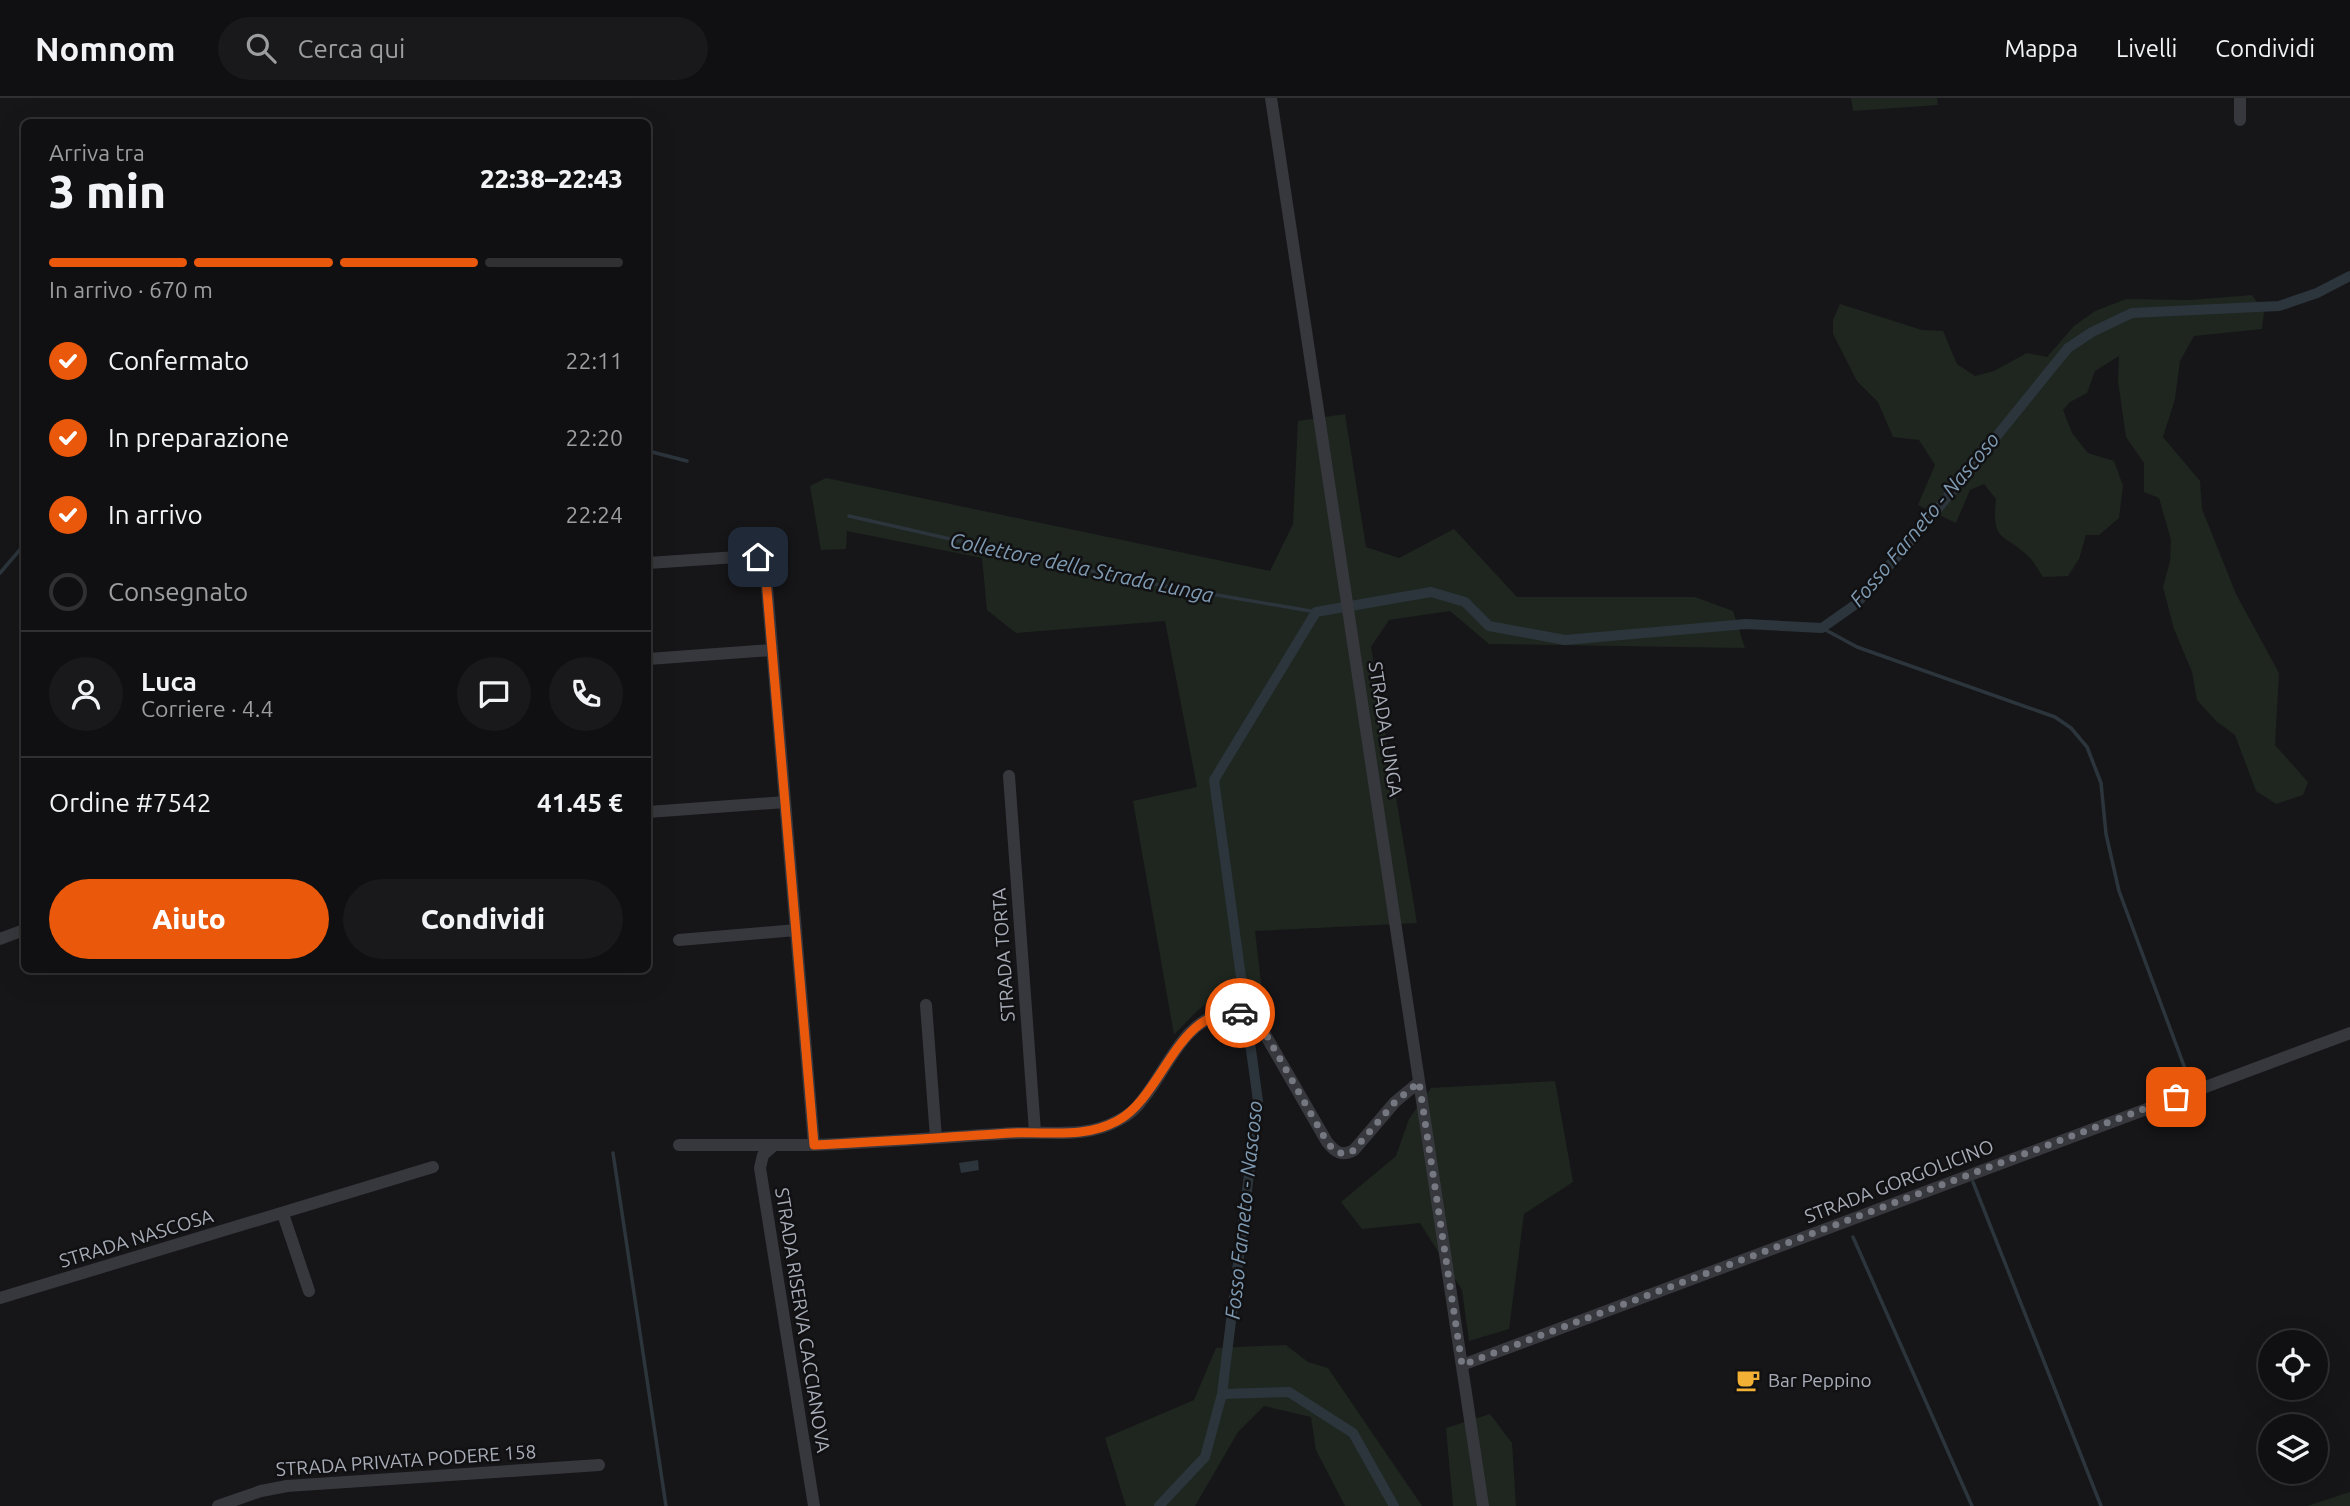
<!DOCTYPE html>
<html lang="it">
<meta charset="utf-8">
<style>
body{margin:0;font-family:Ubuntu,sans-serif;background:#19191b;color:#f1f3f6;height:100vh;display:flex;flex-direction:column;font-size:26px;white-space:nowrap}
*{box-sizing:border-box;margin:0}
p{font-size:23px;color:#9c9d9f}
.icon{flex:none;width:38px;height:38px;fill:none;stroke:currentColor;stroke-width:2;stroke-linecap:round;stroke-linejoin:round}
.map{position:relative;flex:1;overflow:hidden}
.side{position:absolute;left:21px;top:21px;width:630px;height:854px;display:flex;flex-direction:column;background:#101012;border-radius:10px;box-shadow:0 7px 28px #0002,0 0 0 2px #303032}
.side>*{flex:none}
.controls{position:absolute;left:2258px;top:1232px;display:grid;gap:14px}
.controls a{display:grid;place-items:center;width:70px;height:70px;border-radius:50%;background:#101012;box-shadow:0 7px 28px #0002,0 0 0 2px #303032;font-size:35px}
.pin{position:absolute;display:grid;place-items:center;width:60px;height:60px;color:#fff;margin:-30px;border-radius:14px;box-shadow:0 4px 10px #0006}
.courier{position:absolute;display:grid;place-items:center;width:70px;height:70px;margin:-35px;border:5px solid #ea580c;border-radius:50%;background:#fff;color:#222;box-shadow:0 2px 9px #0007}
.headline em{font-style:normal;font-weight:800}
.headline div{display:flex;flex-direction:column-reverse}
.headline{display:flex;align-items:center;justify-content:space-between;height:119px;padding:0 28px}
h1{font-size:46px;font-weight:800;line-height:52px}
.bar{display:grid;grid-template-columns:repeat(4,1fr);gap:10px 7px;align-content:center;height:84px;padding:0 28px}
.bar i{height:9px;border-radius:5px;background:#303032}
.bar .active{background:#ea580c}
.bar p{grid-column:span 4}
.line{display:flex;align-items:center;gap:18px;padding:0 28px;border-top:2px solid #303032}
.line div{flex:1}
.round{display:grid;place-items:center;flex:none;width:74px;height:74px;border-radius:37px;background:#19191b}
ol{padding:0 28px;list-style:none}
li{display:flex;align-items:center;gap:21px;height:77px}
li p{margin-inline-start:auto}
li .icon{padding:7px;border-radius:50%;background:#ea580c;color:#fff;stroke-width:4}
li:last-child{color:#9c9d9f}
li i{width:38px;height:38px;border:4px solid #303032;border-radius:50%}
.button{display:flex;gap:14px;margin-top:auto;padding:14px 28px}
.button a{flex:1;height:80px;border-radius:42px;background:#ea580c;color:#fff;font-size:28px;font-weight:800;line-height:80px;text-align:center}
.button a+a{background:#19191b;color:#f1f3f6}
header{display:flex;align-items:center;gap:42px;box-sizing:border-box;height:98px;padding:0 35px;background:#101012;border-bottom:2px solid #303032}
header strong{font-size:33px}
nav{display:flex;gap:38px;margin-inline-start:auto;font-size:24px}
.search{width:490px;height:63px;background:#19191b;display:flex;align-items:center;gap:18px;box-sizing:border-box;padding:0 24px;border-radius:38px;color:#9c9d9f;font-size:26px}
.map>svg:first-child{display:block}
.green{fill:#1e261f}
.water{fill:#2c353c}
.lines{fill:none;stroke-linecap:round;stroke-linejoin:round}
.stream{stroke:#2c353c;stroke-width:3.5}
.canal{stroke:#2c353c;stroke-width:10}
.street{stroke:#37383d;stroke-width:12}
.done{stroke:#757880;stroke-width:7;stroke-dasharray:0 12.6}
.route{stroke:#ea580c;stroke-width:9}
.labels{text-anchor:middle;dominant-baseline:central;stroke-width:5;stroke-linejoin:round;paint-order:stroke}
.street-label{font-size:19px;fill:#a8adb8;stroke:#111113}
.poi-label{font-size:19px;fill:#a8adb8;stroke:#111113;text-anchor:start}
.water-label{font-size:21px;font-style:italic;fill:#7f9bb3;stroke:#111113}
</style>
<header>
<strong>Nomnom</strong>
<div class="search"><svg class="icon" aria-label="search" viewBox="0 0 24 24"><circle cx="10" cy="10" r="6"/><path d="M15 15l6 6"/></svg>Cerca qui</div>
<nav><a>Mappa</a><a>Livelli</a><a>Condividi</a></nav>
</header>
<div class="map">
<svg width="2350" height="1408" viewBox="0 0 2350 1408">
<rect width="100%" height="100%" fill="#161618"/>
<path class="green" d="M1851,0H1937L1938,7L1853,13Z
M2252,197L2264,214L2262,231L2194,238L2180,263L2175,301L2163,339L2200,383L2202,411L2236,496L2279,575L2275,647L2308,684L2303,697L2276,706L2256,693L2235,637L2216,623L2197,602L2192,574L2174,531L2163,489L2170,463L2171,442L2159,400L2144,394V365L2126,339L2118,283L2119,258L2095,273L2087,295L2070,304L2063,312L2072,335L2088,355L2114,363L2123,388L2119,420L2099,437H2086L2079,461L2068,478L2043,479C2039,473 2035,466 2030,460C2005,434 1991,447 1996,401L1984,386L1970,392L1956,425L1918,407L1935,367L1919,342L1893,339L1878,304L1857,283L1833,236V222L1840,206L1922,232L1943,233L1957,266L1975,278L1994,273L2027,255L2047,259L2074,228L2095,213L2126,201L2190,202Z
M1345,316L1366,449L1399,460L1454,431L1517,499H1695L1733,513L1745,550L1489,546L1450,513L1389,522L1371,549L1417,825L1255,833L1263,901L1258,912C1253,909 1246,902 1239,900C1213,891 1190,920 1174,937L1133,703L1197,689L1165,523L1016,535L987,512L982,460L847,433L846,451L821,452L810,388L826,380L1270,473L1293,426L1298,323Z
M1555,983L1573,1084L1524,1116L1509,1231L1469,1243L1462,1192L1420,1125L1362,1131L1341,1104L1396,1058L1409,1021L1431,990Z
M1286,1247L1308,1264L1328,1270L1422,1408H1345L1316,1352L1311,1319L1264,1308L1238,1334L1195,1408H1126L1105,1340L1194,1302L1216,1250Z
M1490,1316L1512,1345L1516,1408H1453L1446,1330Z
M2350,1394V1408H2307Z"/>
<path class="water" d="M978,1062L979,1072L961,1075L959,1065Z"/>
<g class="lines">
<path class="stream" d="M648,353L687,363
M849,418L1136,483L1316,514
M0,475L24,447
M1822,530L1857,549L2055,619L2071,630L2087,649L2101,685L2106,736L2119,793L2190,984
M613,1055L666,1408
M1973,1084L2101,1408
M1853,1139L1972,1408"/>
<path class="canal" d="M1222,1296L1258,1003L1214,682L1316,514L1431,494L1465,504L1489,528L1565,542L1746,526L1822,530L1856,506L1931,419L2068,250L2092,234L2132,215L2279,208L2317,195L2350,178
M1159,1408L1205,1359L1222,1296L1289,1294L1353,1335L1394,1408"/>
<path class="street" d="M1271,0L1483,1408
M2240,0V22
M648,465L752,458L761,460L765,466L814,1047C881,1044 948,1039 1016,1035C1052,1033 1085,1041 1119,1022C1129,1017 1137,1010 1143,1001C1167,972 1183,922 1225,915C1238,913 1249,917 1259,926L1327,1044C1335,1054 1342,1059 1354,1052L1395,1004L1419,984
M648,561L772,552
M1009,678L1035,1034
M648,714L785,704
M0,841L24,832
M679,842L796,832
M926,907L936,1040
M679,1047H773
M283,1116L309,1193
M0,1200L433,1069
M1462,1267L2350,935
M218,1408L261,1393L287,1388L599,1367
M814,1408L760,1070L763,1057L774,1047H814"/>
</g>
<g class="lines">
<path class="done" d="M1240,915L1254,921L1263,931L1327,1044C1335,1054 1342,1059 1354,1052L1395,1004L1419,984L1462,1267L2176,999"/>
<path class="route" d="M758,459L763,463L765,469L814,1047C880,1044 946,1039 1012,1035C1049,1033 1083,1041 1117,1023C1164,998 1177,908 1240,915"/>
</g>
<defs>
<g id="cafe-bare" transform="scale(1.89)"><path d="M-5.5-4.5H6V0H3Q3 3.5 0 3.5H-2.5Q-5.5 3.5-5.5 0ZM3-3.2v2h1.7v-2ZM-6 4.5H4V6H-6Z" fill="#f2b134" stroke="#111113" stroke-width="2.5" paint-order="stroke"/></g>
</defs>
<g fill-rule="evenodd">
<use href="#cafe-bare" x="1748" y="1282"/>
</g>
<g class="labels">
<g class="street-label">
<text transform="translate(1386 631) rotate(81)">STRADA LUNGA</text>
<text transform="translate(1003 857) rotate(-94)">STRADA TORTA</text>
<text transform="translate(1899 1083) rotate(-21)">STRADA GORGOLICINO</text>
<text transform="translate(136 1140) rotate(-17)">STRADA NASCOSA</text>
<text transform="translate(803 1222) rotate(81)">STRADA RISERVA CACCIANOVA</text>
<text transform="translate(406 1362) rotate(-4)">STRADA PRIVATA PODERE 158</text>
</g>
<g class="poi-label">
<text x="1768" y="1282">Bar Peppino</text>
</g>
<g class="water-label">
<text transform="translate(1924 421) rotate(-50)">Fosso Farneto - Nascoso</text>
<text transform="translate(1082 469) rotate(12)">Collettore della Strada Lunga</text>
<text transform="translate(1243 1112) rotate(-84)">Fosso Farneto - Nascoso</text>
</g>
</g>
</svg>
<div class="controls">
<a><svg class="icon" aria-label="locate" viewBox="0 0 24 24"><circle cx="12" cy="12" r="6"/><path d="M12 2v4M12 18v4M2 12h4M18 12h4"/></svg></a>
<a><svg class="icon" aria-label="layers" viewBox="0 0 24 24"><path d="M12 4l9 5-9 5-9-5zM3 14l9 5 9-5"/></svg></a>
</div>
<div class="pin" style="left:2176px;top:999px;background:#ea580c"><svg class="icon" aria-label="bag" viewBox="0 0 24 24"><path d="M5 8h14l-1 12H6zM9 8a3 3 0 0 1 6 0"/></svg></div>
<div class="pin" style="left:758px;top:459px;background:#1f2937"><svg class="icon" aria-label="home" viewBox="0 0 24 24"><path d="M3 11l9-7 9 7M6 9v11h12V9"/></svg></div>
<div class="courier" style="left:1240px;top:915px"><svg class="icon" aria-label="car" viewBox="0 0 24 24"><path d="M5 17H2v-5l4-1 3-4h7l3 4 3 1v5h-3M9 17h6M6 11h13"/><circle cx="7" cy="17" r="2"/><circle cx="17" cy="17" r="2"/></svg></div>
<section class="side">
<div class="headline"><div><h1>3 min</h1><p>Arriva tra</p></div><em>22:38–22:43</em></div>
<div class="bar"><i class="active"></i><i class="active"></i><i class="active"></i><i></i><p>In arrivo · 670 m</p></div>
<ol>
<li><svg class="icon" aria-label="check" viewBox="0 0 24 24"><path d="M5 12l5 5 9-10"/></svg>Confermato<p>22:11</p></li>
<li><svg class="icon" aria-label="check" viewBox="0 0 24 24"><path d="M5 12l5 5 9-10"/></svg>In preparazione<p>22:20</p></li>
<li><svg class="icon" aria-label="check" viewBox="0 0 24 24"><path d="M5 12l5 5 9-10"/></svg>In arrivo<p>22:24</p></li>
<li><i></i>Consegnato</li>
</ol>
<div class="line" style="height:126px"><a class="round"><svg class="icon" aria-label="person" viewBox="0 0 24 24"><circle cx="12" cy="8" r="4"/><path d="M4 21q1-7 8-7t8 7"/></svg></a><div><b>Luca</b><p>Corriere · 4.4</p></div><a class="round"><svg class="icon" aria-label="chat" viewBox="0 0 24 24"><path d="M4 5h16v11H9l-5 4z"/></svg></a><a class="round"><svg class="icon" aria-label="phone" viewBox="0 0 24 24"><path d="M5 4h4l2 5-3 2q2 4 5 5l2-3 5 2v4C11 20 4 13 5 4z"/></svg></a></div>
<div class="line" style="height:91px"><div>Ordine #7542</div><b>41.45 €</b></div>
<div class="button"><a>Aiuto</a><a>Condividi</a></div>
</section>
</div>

Task prompt ▸
Look over the data above and show each line that contains "controls".

Your solution ▸
.controls{position:absolute;left:2258px;top:1232px;display:grid;gap:14px}
.controls a{display:grid;place-items:center;width:70px;height:70px;border-radius:50%;background:#101012;box-shadow:0 7px 28px #0002,0 0 0 2px #303032;font-size:35px}
<div class="controls">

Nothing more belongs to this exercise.